======== DATA FOR ANALYSIS

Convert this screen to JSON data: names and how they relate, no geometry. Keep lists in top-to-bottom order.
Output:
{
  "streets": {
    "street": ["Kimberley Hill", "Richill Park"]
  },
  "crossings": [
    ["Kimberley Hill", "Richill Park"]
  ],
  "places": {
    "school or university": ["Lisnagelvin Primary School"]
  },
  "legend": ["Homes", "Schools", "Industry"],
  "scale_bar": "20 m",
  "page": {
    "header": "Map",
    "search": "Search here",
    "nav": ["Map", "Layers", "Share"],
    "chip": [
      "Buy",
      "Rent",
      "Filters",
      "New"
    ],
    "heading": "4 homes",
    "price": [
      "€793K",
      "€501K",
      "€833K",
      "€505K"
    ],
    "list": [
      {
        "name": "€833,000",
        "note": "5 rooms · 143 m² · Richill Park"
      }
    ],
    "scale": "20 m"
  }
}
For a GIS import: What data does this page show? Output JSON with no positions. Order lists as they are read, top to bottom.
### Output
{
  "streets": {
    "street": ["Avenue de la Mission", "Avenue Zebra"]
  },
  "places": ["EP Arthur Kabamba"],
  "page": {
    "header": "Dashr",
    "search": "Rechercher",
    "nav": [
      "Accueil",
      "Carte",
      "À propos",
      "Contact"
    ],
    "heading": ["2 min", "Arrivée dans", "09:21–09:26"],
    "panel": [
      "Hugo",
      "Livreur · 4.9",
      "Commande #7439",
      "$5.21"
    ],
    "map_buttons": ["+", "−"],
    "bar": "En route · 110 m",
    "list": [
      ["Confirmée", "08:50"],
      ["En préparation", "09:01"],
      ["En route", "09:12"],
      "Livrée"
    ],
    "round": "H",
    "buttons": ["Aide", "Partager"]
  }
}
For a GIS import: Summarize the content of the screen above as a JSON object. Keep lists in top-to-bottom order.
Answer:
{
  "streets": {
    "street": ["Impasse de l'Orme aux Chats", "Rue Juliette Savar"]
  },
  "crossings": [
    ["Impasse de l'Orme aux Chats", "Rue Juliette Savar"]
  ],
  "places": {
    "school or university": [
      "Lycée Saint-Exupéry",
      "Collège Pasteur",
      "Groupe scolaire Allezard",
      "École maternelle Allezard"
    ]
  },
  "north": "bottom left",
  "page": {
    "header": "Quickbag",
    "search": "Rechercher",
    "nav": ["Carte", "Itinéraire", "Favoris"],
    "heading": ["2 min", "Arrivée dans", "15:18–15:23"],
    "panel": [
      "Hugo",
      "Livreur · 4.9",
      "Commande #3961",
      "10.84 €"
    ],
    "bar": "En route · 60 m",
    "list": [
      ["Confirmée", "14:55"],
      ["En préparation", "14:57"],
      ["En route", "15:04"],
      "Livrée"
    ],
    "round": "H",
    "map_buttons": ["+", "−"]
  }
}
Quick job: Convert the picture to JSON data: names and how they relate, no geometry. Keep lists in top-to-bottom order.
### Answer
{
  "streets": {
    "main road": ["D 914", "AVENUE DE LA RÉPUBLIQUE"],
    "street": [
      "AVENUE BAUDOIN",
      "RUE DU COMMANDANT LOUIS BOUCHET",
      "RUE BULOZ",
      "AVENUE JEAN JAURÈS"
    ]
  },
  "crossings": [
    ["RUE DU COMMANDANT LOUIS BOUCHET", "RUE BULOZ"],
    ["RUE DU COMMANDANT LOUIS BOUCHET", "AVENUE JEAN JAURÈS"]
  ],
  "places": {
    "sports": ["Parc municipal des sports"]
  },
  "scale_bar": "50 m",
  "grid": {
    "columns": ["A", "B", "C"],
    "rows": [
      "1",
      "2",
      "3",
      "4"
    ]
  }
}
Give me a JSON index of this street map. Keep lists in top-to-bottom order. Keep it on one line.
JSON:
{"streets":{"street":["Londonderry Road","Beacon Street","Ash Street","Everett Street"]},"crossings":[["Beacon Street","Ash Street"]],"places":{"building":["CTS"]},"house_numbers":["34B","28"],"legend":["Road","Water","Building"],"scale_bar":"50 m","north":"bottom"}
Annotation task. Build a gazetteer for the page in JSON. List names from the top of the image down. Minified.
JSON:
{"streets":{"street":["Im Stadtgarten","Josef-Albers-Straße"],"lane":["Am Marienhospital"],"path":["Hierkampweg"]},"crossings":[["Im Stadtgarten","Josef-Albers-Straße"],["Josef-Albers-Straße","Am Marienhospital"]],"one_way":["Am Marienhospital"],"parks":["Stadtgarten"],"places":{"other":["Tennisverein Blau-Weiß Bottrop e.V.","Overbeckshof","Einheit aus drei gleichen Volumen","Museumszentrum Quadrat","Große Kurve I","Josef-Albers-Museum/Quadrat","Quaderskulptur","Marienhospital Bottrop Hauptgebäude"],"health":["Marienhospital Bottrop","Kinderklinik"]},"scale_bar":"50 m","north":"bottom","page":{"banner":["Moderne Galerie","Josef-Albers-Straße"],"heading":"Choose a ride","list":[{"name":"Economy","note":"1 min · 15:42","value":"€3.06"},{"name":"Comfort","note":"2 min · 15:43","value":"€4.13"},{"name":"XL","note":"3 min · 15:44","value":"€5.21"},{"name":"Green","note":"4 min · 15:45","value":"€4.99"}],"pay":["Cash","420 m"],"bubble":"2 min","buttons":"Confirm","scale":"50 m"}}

================

### PROBLEM
In the data above, start at the line that has "For a GIS import: What", stop after the line that has "Quick job: Convert", and print every line in between exactly as it stands.

### WRITTEN SOLUTION
For a GIS import: What data does this page show? Output JSON with no positions. Order lists as they are read, top to bottom.
### Output
{
  "streets": {
    "street": ["Avenue de la Mission", "Avenue Zebra"]
  },
  "places": ["EP Arthur Kabamba"],
  "page": {
    "header": "Dashr",
    "search": "Rechercher",
    "nav": [
      "Accueil",
      "Carte",
      "À propos",
      "Contact"
    ],
    "heading": ["2 min", "Arrivée dans", "09:21–09:26"],
    "panel": [
      "Hugo",
      "Livreur · 4.9",
      "Commande #7439",
      "$5.21"
    ],
    "map_buttons": ["+", "−"],
    "bar": "En route · 110 m",
    "list": [
      ["Confirmée", "08:50"],
      ["En préparation", "09:01"],
      ["En route", "09:12"],
      "Livrée"
    ],
    "round": "H",
    "buttons": ["Aide", "Partager"]
  }
}
For a GIS import: Summarize the content of the screen above as a JSON object. Keep lists in top-to-bottom order.
Answer:
{
  "streets": {
    "street": ["Impasse de l'Orme aux Chats", "Rue Juliette Savar"]
  },
  "crossings": [
    ["Impasse de l'Orme aux Chats", "Rue Juliette Savar"]
  ],
  "places": {
    "school or university": [
      "Lycée Saint-Exupéry",
      "Collège Pasteur",
      "Groupe scolaire Allezard",
      "École maternelle Allezard"
    ]
  },
  "north": "bottom left",
  "page": {
    "header": "Quickbag",
    "search": "Rechercher",
    "nav": ["Carte", "Itinéraire", "Favoris"],
    "heading": ["2 min", "Arrivée dans", "15:18–15:23"],
    "panel": [
      "Hugo",
      "Livreur · 4.9",
      "Commande #3961",
      "10.84 €"
    ],
    "bar": "En route · 60 m",
    "list": [
      ["Confirmée", "14:55"],
      ["En préparation", "14:57"],
      ["En route", "15:04"],
      "Livrée"
    ],
    "round": "H",
    "map_buttons": ["+", "−"]
  }
}
Quick job: Convert the picture to JSON data: names and how they relate, no geometry. Keep lists in top-to-bottom order.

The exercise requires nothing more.